1. Pause before reacting
Getting into the habit of pausing before reacting can give us time to think before we do. try to identify what emotion you are feeling, that will help you figure out what tools you need to process them.
2. Notice your emotions
Notice the emotion, describe what it is either in your head, out loud or write it down. Once you have done this allow it to come over you like a wave, and let it go when it feels right. Avoid hanging onto it and ruminating on it.
3. Notice how your body feels
If we tune in and pay attention to how our body feels when we are feeling triggered this can help us in the moment. Are you tired and need to take it easy? Are you hungry and need to take a break to eat?
4. Take care of your body
have you been eating more unhealthily than usual lately? Have you got out into the fresh air much?
5. Take care of your mind
Noticing our thought patterns can help us to be more regulated. positive thinking supports our emotional wellbeing
6. Take care of your soul
Be sure to stay connected to yourself and the things that bring you true joy.
7. Deep breathing
Deep breathing allows more air flow to your body which calms your nerves
8. Walk away
Taking a moment to yourself or just moving to a quiet area can save you from reacting impulsively
9. Get fresh air
Exercise increases blood flow to the brain, which makes it easier to think clearly, and even better when outside so take a walk outside to regain your calm.
If you are sensitive to noise then you could reduce it with earplugs.
What music makes you feel good? you could experiment with different kinds and make a play;ist that helps you.
12. Lay down
Laying down like the video here, restores and reconnects the body and mind. It can help with feeling overwhelmed and processing difficult emotions.
13. Talk to someone
If you have someone in your life who will be understanding then speak to them and they it out of your system. If not then there are so many groups on Facebook for people who are in the same boat as you, whatever boat that is. You are likely to find people who get it, and you can post anonymously and get your story out, sharing it will make you feel so much better and probably help someone else with their emotions too.
14. Identify your triggers
Journal about the times when you feel most triggered and see if you can find a pattern. This can help you to prepare for situations or avoid taking on too much stress.
15. Reframe negative thinking
One negative thought can spiral into many more negative thoughts. The same goes for positive ones. Focus on the positives and reframe how you view a situation to help you feel better about it.
16. Essential oils
Essential oils such as lavender and Ylang Ylang have been found to reduce stress.
17. Rip up paper
Tearing up paper can help with stress. You could write down your thoughts and then tear the paper up for a feeling of release. Don’t forget to recycle the paper. You could use it in arts and crafts or put it in the recycling bin.
18. Stroke your pet
There is nothing more relaxing than a snuggle with your pet. Animals are a reminder to slow down and be in the moment.
19. Create a routine
Creating a routine throughout the day can help to reduce stress.
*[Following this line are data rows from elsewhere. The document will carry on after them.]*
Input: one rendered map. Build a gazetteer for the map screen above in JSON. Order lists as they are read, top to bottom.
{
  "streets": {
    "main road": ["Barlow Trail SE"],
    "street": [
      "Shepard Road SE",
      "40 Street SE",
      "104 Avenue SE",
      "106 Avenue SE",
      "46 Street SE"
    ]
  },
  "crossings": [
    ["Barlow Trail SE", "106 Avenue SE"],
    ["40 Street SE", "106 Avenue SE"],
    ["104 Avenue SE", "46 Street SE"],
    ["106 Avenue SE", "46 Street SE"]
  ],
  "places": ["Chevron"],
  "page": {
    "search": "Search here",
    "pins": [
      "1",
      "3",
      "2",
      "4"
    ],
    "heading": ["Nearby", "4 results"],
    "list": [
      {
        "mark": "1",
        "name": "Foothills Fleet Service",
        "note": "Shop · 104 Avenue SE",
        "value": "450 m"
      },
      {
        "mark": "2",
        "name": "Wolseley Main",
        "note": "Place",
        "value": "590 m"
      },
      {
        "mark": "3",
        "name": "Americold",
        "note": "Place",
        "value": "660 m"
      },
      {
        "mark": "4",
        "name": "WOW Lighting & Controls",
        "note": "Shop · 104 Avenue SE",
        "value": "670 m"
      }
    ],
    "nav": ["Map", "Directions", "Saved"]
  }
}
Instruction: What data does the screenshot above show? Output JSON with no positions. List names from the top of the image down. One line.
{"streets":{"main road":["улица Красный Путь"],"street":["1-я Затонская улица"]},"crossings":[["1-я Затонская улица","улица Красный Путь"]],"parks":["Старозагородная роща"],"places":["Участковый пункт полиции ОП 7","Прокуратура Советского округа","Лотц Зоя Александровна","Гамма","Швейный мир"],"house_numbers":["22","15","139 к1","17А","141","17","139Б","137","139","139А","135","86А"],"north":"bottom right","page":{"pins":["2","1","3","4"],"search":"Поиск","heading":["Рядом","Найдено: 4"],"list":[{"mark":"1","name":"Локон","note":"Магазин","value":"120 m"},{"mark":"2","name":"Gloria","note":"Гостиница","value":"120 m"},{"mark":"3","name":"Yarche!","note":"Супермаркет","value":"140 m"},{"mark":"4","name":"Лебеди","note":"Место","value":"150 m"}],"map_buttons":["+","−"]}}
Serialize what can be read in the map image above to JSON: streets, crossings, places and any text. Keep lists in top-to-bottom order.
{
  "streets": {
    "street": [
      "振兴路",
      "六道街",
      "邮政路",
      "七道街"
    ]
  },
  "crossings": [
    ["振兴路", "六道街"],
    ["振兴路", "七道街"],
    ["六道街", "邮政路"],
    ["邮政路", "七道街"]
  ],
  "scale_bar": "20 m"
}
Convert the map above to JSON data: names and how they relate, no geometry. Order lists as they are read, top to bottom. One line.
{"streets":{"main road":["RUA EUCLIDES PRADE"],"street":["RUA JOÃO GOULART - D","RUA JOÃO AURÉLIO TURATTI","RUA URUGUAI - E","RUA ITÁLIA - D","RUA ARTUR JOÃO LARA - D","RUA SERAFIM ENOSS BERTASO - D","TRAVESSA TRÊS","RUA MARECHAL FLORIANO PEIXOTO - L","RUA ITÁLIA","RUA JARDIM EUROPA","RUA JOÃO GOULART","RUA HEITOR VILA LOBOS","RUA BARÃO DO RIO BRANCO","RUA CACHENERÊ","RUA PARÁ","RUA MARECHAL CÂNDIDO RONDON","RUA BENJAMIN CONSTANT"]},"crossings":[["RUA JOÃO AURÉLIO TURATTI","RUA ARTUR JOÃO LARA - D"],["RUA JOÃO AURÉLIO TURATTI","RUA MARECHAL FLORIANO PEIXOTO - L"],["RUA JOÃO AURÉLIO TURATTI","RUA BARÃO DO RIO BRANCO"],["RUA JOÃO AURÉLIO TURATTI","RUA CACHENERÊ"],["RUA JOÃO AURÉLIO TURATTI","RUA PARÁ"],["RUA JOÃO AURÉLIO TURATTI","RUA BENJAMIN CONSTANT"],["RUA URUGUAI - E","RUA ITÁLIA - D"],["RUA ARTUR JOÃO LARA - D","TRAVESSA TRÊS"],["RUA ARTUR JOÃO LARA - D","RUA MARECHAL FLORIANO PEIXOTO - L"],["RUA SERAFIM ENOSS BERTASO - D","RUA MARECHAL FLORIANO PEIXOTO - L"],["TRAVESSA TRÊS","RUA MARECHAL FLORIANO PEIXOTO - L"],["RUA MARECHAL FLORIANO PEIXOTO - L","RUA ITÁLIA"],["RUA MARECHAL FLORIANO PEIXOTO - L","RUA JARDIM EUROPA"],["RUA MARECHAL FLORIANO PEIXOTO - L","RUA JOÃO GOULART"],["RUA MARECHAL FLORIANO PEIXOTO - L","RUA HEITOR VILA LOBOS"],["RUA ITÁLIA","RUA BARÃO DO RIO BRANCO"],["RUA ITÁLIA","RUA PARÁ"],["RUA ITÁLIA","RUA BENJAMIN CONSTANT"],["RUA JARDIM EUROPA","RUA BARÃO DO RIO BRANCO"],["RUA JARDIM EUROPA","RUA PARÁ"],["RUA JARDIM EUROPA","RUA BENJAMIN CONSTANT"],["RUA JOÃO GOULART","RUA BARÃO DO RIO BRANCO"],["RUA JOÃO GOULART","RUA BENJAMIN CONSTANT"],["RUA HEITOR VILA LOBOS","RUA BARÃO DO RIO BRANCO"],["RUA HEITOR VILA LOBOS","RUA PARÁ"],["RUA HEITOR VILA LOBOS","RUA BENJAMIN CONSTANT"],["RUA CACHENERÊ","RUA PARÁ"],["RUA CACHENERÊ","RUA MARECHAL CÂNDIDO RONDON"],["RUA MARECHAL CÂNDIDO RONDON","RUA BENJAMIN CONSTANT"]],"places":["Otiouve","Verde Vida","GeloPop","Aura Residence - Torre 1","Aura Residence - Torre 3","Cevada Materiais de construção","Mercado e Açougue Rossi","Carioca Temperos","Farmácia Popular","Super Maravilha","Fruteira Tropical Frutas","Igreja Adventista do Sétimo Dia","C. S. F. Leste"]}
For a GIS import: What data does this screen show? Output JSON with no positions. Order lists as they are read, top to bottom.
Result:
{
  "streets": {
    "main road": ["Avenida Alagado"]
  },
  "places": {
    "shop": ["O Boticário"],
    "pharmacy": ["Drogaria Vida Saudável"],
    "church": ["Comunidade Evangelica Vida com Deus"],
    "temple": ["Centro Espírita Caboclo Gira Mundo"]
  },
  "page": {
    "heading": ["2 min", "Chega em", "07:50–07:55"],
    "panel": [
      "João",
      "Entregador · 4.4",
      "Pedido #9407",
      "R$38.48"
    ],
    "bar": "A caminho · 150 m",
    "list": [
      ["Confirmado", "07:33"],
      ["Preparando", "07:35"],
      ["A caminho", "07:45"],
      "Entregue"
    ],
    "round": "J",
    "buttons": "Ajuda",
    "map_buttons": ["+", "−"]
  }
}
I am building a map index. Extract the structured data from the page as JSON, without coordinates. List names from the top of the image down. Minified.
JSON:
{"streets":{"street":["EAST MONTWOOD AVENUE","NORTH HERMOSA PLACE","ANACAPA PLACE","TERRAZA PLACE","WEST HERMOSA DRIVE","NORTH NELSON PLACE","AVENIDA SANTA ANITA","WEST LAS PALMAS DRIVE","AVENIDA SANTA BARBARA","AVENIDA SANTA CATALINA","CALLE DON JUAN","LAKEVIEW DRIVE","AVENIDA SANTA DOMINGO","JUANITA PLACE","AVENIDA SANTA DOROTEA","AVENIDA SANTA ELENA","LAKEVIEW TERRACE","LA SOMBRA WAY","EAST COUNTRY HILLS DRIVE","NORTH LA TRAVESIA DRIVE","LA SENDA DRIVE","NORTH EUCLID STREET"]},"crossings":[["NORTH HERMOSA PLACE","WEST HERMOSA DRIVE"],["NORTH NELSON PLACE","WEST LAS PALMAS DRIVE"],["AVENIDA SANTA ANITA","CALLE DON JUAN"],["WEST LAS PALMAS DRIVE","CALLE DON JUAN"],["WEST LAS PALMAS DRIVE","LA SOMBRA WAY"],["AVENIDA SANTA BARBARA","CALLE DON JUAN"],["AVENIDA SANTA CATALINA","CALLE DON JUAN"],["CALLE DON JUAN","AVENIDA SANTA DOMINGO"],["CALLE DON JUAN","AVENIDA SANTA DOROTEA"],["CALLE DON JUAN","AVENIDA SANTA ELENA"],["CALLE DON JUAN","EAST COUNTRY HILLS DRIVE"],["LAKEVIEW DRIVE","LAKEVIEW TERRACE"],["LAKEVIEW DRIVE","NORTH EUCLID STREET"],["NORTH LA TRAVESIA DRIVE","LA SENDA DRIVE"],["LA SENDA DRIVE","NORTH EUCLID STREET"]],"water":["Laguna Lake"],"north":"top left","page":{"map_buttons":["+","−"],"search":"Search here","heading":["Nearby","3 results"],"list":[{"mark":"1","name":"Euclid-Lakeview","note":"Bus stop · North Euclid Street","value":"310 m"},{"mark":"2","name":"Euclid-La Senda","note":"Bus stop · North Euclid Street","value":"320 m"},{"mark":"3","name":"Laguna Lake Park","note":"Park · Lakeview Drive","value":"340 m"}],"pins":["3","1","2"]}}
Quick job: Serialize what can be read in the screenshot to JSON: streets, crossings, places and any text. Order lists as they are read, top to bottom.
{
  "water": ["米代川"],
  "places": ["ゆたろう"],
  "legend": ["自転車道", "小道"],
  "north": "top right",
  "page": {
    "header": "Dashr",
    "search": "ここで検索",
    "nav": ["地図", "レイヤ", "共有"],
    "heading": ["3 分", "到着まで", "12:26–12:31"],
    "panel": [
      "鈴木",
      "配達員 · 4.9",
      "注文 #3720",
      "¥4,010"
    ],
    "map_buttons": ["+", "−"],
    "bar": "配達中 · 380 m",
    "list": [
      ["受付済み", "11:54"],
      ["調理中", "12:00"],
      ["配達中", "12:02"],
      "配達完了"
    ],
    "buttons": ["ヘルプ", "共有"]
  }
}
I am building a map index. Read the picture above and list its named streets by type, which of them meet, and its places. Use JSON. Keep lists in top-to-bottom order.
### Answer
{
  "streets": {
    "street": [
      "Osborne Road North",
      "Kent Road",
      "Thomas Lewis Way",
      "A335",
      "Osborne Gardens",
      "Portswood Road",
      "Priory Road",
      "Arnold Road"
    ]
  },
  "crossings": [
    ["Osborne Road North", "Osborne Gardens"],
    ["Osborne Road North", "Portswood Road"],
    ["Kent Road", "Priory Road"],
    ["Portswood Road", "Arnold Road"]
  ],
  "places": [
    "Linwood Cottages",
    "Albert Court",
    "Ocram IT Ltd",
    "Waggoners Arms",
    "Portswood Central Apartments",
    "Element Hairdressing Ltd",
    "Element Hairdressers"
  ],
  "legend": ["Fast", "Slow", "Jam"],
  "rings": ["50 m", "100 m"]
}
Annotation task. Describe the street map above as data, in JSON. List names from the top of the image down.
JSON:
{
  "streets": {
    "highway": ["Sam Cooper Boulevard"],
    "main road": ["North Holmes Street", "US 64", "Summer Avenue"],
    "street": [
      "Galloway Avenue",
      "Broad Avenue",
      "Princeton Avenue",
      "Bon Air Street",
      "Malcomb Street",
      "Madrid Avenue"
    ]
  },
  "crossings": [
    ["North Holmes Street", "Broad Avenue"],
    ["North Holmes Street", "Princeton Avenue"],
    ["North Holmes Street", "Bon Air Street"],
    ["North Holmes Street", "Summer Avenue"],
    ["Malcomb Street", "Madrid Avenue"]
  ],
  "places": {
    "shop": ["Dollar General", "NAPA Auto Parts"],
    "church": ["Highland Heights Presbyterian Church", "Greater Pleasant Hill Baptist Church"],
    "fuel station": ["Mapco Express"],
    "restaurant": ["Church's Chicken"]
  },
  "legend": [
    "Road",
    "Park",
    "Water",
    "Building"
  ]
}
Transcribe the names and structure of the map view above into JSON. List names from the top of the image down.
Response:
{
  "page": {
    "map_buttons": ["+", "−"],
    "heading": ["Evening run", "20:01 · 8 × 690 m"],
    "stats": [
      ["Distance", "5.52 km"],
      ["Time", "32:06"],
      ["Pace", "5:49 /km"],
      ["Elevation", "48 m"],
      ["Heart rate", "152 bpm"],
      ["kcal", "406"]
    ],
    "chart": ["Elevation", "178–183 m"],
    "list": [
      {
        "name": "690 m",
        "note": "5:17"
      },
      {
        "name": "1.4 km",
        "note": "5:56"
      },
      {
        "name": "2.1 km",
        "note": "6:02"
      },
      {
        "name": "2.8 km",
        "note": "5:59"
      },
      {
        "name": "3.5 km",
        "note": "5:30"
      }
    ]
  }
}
This lets you know that you will have a break at some point and gives you things to look forward to.
Tips for self-regulation For Parents
1. Give your child a task
Distract your child with a task. For example toddlers can play with a bucket of water in the garden, or get out the play dough. An older child can see how fast they can run around the garden and beat their own record. This way you can get a moment to yourself to self regulate.
2. Make changes at home
Making small changes at home can help make family life more relaxing. For example, creating a calm-down corner for older children, or creating ways to keep a toddler entertained when you have things to do.
3. Change what you are doing
You could go and scrub the kitchen while listening to your favorite song to get out some of your frustration or go water the plants in the garden. Just a change of task can help get you out of a particular emotion you feel stuck in.
4. Reparent yourself
Take yourself away from the situation if you need to, just try to speak to yourself as if you are your own loving parent. Something like “I know you are feeling angry about what just happened, that’s ok. Your child’s behavior is not personal to you. They are just a child” Remind yourself “I am safe, the way I feel is ok, and this will pass” Once you feel calm and grounded you will be able to handle the situation in a productive way!
5. Get out into an open space
Get outside into an open space, whether that’s the garden or for a walk somewhere. Looking after our children in an open space can be much less stressful than indoors.
Step 3: Practice
Learning self-regulation takes time and practice. Be gentle with yourself. If you have made mistakes in the past, give yourself compassion. Remember that we do what we can with the knowledge that we have at the time. Then use your energy in self-development and learning ways to regulate yourself for now and the future. This will lead to better choices and better relationships with others. Just kike anything, the more we practice it the easier it becomes. Before long you will begin to automatically use your self-regulation tools instead of your old ways of coping. And you’ll be a heck of a lot happier for it!